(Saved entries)

⟨

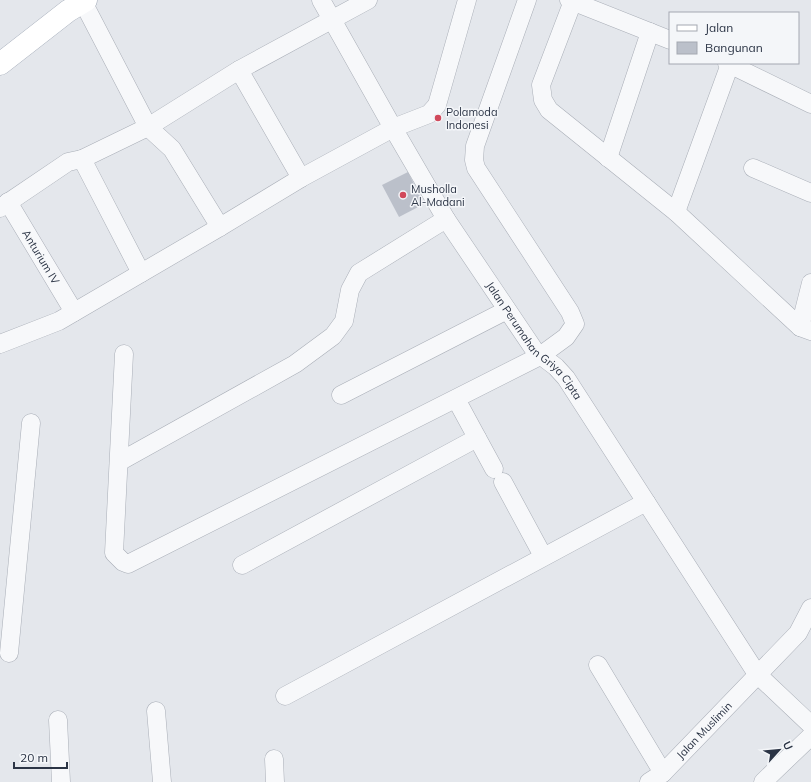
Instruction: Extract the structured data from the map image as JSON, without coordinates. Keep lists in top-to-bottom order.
{
  "streets": {
    "street": ["Anturium IV", "Jalan Perumahan Griya Cipta", "Jalan Muslimin"]
  },
  "crossings": [
    ["Jalan Perumahan Griya Cipta", "Jalan Muslimin"]
  ],
  "places": ["Polamoda Indonesi", "Musholla Al-Madani"],
  "legend": ["Jalan", "Bangunan"],
  "scale_bar": "20 m",
  "north": "top right"
}
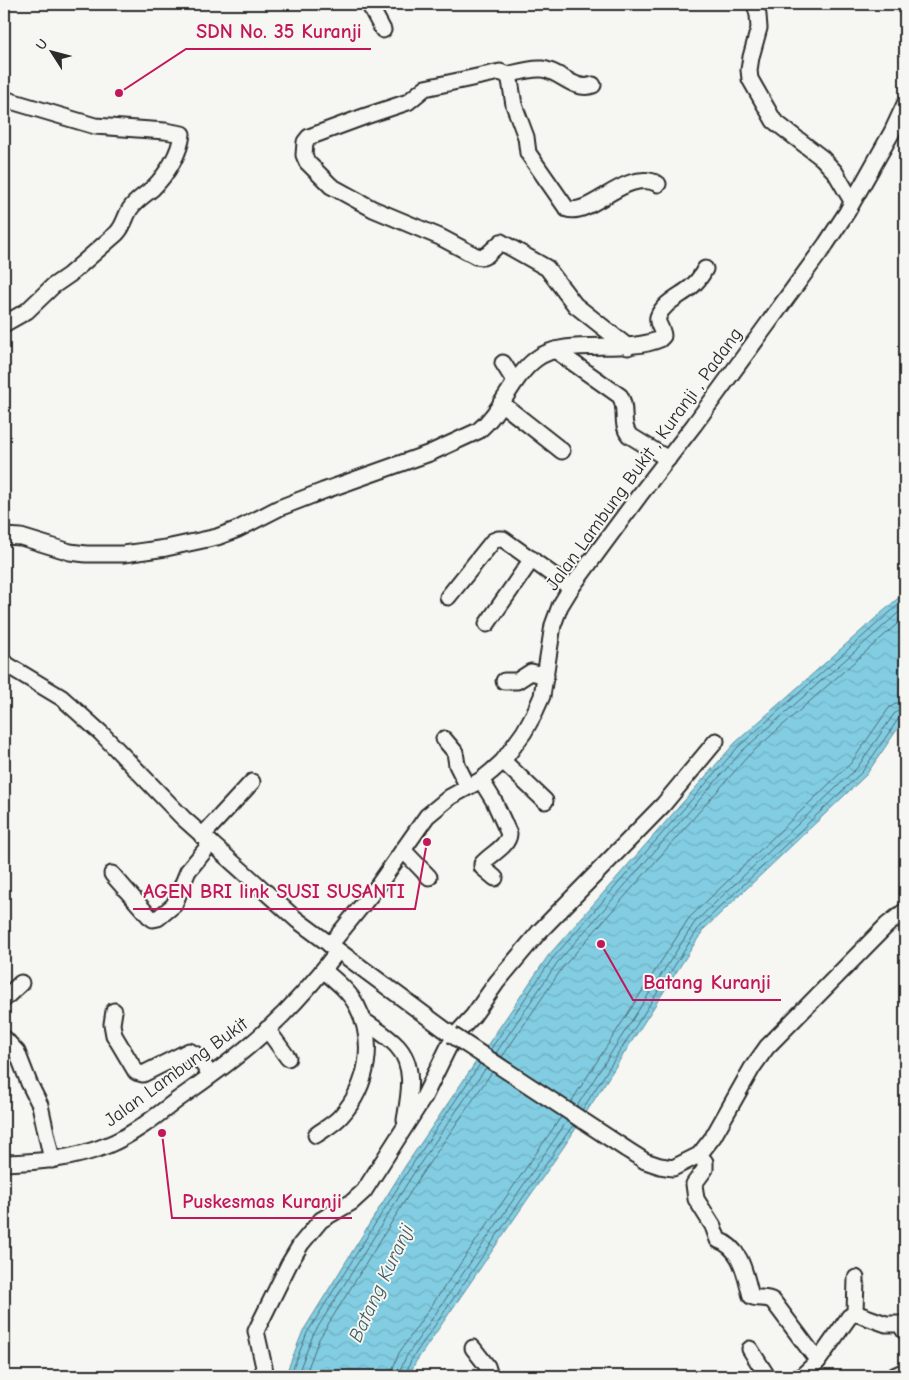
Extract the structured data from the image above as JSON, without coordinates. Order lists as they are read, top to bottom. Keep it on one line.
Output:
{"streets":{"street":["Jalan Lambung Bukit , Kuranji , Padang","Jalan Lambung Bukit"]},"crossings":[["Jalan Lambung Bukit , Kuranji , Padang","Jalan Lambung Bukit"]],"water":["Batang Kuranji"],"places":["SDN No. 35 Kuranji","AGEN BRI link SUSI SUSANTI","Batang Kuranji","Puskesmas Kuranji"],"north":"top left"}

⟩

### WHAT IS BEING ASKED
Print the records again exactly, without the pictures.

### RESULT FOR THIS TASK
Instruction: Extract the structured data from the map image as JSON, without coordinates. Keep lists in top-to-bottom order.
{
  "streets": {
    "street": ["Anturium IV", "Jalan Perumahan Griya Cipta", "Jalan Muslimin"]
  },
  "crossings": [
    ["Jalan Perumahan Griya Cipta", "Jalan Muslimin"]
  ],
  "places": ["Polamoda Indonesi", "Musholla Al-Madani"],
  "legend": ["Jalan", "Bangunan"],
  "scale_bar": "20 m",
  "north": "top right"
}
Extract the structured data from the image above as JSON, without coordinates. Order lists as they are read, top to bottom. Keep it on one line.
Output:
{"streets":{"street":["Jalan Lambung Bukit , Kuranji , Padang","Jalan Lambung Bukit"]},"crossings":[["Jalan Lambung Bukit , Kuranji , Padang","Jalan Lambung Bukit"]],"water":["Batang Kuranji"],"places":["SDN No. 35 Kuranji","AGEN BRI link SUSI SUSANTI","Batang Kuranji","Puskesmas Kuranji"],"north":"top left"}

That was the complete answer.